Museum of the Moving Image
36-01 35th Avenue, Astoria
Friday, February 15, to Sunday, February 17
10am – 6pm | $80 for full festival pass
The TV miniseries Roots is based on an historical novel by Alex Haley, who traced his family’s history from Western Africa through slavery in the U.S. past post-Civil War emancipation. First aired in 1977, the groundbreaking show broke Nielsen ratings records and received 36 Emmy Award nominations. The final episode had more than 100 million viewers. On February 4, several of the stars — LeVar Burton, Ben Vereen, Lou Gosset Jr. and Leslie Uggams — will participate in a discussion about the show’s legacy at the Museum of the Moving Image. As this event is presented in collaboration with the PBS series Pioneers of Television, Donald Thoms, vice president of programs at PBS, will moderate.

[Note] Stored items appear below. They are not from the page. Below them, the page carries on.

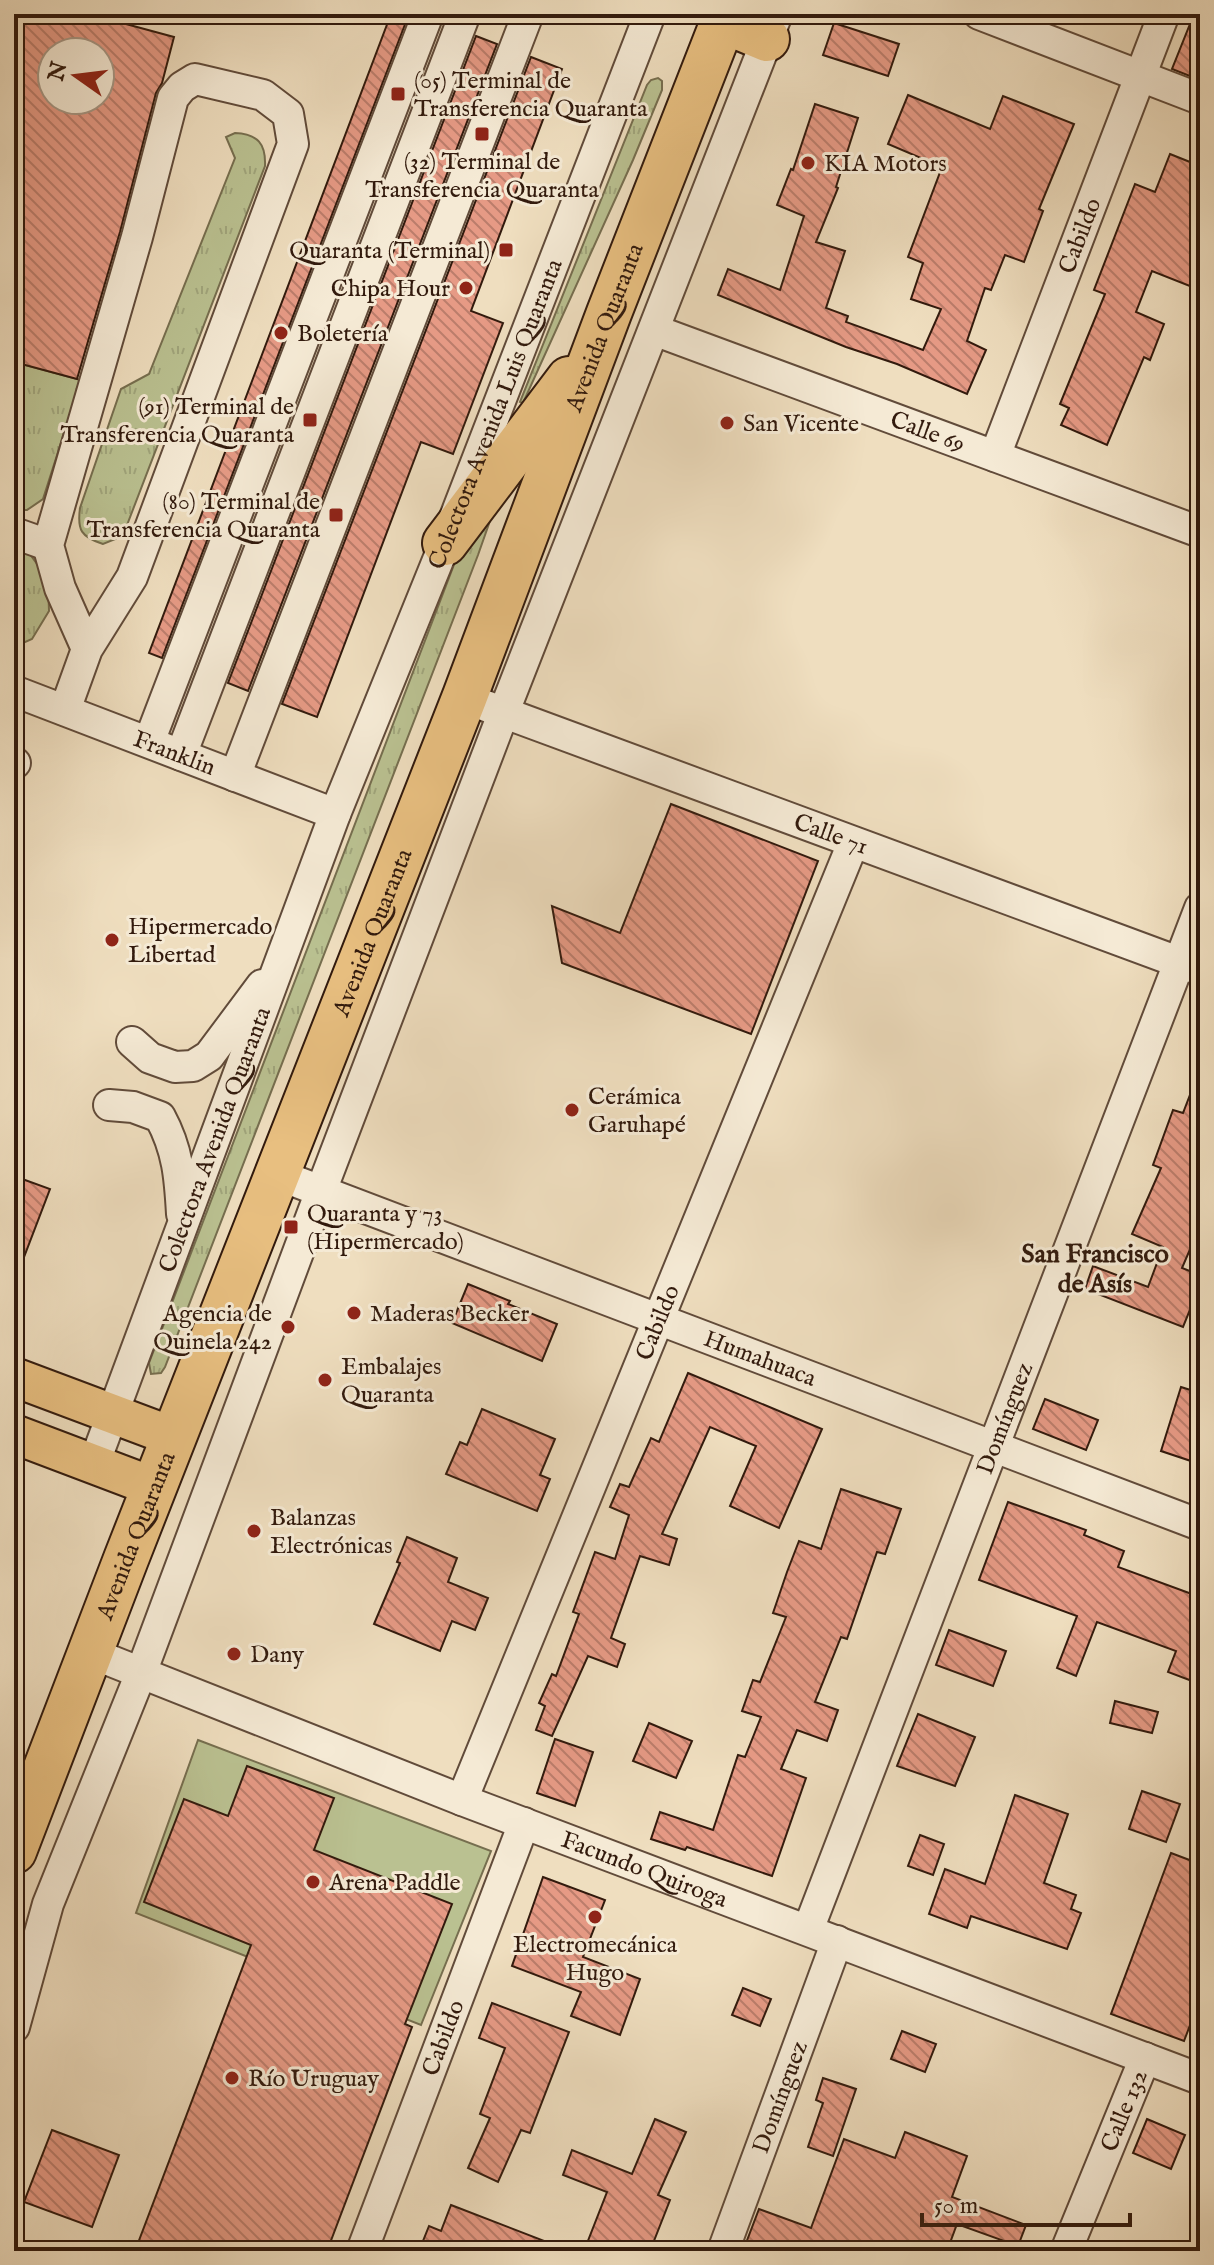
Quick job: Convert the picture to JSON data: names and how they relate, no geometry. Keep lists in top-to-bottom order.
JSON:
{
  "streets": {
    "highway": ["Avenida Quaranta"],
    "street": [
      "Cabildo",
      "Colectora Avenida Luis Quaranta",
      "Calle 69",
      "Franklin",
      "Calle 71",
      "Colectora Avenida Quaranta",
      "Humahuaca",
      "Domínguez",
      "Facundo Quiroga",
      "Calle 132"
    ]
  },
  "crossings": [
    ["Cabildo", "Calle 69"],
    ["Cabildo", "Calle 71"],
    ["Cabildo", "Humahuaca"],
    ["Cabildo", "Facundo Quiroga"],
    ["Avenida Quaranta", "Calle 71"],
    ["Avenida Quaranta", "Humahuaca"],
    ["Avenida Quaranta", "Facundo Quiroga"],
    ["Colectora Avenida Luis Quaranta", "Franklin"],
    ["Colectora Avenida Luis Quaranta", "Colectora Avenida Quaranta"],
    ["Franklin", "Colectora Avenida Quaranta"],
    ["Calle 71", "Domínguez"],
    ["Humahuaca", "Domínguez"],
    ["Domínguez", "Facundo Quiroga"],
    ["Facundo Quiroga", "Calle 132"]
  ],
  "districts": ["San Francisco de Asís"],
  "places": {
    "transit": [
      "(05) Terminal de Transferencia Quaranta",
      "(32) Terminal de Transferencia Quaranta",
      "Quaranta (Terminal)",
      "(91) Terminal de Transferencia Quaranta",
      "(80) Terminal de Transferencia Quaranta",
      "Quaranta y 73 (Hipermercado)"
    ],
    "other": [
      "KIA Motors",
      "Chipa Hour",
      "Boletería",
      "San Vicente",
      "Hipermercado Libertad",
      "Cerámica Garuhapé",
      "Maderas Becker",
      "Agencia de Quinela 242",
      "Embalajes Quaranta",
      "Balanzas Electrónicas",
      "Dany",
      "Arena Paddle",
      "Electromecánica Hugo",
      "Río Uruguay"
    ]
  },
  "scale_bar": "50 m",
  "north": "left"
}
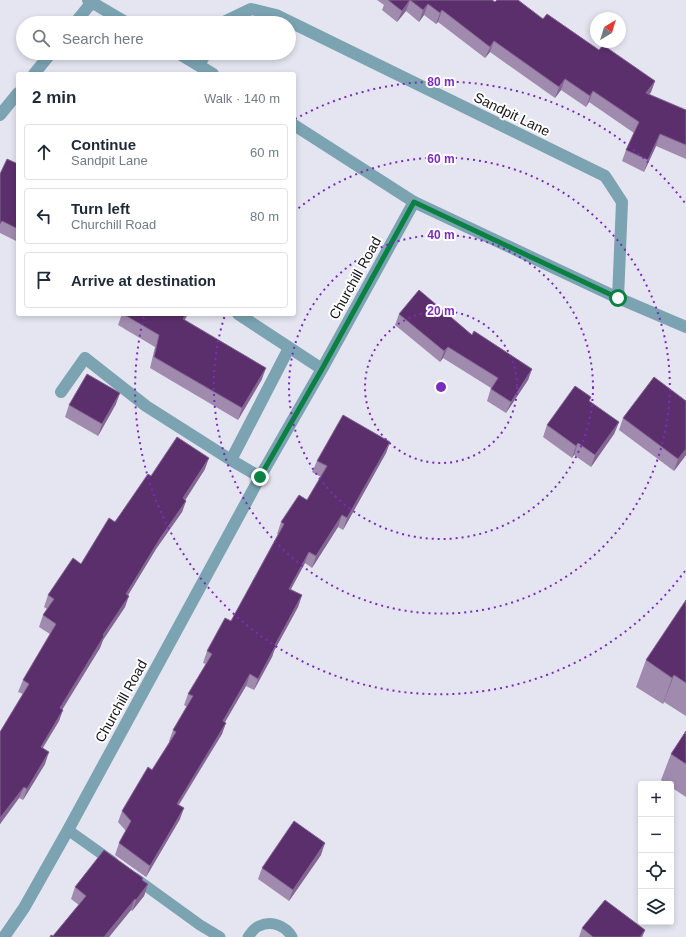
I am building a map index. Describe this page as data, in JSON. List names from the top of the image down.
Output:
{
  "streets": {
    "street": ["Sandpit Lane", "Churchill Road"]
  },
  "north": "top right",
  "page": {
    "search": "Search here",
    "heading": ["2 min", "Walk · 140 m"],
    "list": [
      ["Continue", "Sandpit Lane", "60 m"],
      ["Turn left", "Churchill Road", "80 m"],
      "Arrive at destination"
    ],
    "map_buttons": ["+", "−"]
  },
  "rings": [
    "80 m",
    "60 m",
    "40 m",
    "20 m"
  ]
}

He predicts that he’ll be remembered mostly for playing Little Enos in the Smokey and the Bandit trilogy, but Paul Williams was a cultural icon in the 1970s and 1980s as a singer, songwriter, actor and Tonight Show with Johnny Carson regular. A Hall of Fame songwriter who has won an Oscar, Grammy and Golden Globe, his songs have been recorded by everybody from Ella Fitzgerald to David Bowie to Tony Bennett to Kermit the Frog. Williams also wrote the song scores to films such as Bugsy Malone and A Star is Born, as well as the currently touring musical Happy Days. The Nebraska native’s career, including his recent comeback, will be showcased at the Museum of the Moving Image, and he will be present for all screenings. Consider the schedule: Phantom of the Paradise, Jan. 25, 7 pm; The Muppet Movie, Jan. 26, 3 pm; Paul Williams: Still Alive, Jan. 27, 3 pm; Ishtar, Jan. 27, 6 pm.
This revolution will be televised! Peter Burr is a “DIY Underground” cartoonist and musician. The Portland-raised video and performance artist plies his trade tonight at the Museum of the Moving Image with Special Effect, a live “television show from the future” inspired by Andrei Tarkovsky’s 1979 Russian film Stalker. The production, a recent smash hit in Australia, features screenings of 20 short (roughly 30-second) animations from underground video label Cartune Xprez, original experimental music from Lucky Dragons and Seabat and a live performance by Burr, replete with laser beams, green screens and a hacked Kinect camera.